Moral Equivalents?

You don’t understand the relevance of both parties needing to introspect and take responsibility for their screw-ups and stop blaming everyone else? Despite the fact that I’ve explained it no less than three times?

It is, but you have to spend some time looking at post-election analyses. Have you? But more importantly - and you’re more convinced that racism drove those votes in the flipped Midwestern states?

…yep, I recognized that, and I said in my previous post, there’s no new data to support such a claim. All he has is speculation.

Trump’s purported solutions aren’t the issue - the economic anxieties are real, and there are legitimate solutions to them, but what matters is Trump spoke to those economic anxieties like Democrats used to, and he won Democratic votes as a result.

These voters were told they and their issues matter.

Oh, to be clear, I don’t think he only adopted this view in connection with the election. But I still think the critcism is legitimate - it’s always about Them.

Coates believes Trump is a racist demon Hell-bent on reversing Obama’s legacy out of hatred of his blackness. I shortened that view to saying he thinks Trump is George Wallace 2.0. Did Coates ever use the phrase “George Wallace 2.0”? Probably not, but I have no idea. Does it matter? No. I merely truncated his views (accurately) with my phrasing. To worry that Coates didn’t actually use the phrase is pedantic.

No, I disagree with him, that’s it. I’d enjoy a beer with him, regardless. I’m comfortable with disagreement, you don’t appear to be. Disagreement isn’t puzzling, not is it obsessing.

No, I just know groupthink when I see it.

I’ve been saying the same. There is great overlap between PoC and WWC - to know it, though, you have to talk to both camps, something neither party has been willing to do.

Not only do I not understand, at this point I’m not even sure to whom you’re referring vis a vis the term “both parties.” Neither am I sure what is entailed by their “screw ups.”

No, I have not spent time trying to make your argument for you.

I am convinced racial anxiety played a role. Am I arguing it was the principal driving force? No.

Why is it when POC are “told they and their issues matter,” you deride it as IP, but when it’s done for the white working class, it’s not?

Again, absent evidence that Coates considers racism to be the only significant factor, I fail to see how this is a legitimate criticism.

You are still not getting my point.

I am happy to stipulate that Coates thinks Trump is a racist. I am happy to let stand unchallenged your assertion that he thinks Trump is Wallace 2.0. The issue at hand is not what Coates himself believes; rather, it concerns your assertion that Coates has stated that POC writ large feel the same way. To my knowledge, Coates has made no such claim about the state of mind re POC in general.

I’ve been reading this exchange and I’ve gotta be honest I’m really confused by this response, Ed.

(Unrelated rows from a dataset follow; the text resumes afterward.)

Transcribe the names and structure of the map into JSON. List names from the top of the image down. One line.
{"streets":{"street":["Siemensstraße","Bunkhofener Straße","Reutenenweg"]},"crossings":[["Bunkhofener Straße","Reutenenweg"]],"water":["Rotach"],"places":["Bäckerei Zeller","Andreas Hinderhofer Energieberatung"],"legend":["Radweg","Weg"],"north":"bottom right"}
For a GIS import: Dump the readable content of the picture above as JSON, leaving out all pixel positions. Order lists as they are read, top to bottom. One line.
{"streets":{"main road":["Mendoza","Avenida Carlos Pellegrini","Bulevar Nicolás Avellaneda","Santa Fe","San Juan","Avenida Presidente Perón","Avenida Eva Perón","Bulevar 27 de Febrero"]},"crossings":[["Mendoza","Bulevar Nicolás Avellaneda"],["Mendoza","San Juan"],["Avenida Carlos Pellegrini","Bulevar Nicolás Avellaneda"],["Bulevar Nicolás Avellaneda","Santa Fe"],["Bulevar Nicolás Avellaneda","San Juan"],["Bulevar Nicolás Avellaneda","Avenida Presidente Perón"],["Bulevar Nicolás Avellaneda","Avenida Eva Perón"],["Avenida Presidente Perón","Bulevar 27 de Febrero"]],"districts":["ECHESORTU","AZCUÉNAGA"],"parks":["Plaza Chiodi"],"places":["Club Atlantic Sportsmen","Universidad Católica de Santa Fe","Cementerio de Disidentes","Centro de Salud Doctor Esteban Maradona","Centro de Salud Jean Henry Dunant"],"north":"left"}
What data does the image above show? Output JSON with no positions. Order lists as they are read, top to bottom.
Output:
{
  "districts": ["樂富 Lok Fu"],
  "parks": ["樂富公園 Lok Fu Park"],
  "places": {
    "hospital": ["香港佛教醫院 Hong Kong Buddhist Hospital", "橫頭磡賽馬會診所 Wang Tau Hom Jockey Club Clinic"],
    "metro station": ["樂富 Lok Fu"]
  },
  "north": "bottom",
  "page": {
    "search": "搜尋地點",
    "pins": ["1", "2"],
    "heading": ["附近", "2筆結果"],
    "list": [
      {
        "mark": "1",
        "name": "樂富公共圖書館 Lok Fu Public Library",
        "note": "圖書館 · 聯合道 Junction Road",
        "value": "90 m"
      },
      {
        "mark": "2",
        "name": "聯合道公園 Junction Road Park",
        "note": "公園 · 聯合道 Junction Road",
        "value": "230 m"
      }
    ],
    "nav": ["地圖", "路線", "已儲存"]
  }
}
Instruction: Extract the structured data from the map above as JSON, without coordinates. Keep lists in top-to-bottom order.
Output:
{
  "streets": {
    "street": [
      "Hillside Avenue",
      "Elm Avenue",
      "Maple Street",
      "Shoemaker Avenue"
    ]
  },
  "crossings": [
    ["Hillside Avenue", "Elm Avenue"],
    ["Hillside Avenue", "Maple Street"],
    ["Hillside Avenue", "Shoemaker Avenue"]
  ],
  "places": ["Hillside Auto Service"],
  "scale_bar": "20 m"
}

@thunderbolt23 has said a couple of time that “these voters were told they and their issues matter” crosses racial lines. It isn’t just white working class it’s THE working class many of whom are black and Hispanic.

I can’t figure out if you’re purposefully ignoring that or what? Like I said, I’m really confused here. I know you get it because you’re a very intelligent person.

If Trump’s message had truly been aimed at working-class individuals without regard to ethnicity, it follows that it should have been equally effective in motivating all (meaning, of all ethnicities) working-class individuals to vote for him, not just the white ones. This was clearly not the case. Thus, it is reasonable to conclude that Trump’s message targeted disaffected whites; ie, was IP aimed at this group. The claim that Trump’s message “crosses racial lines” is not supported by the data.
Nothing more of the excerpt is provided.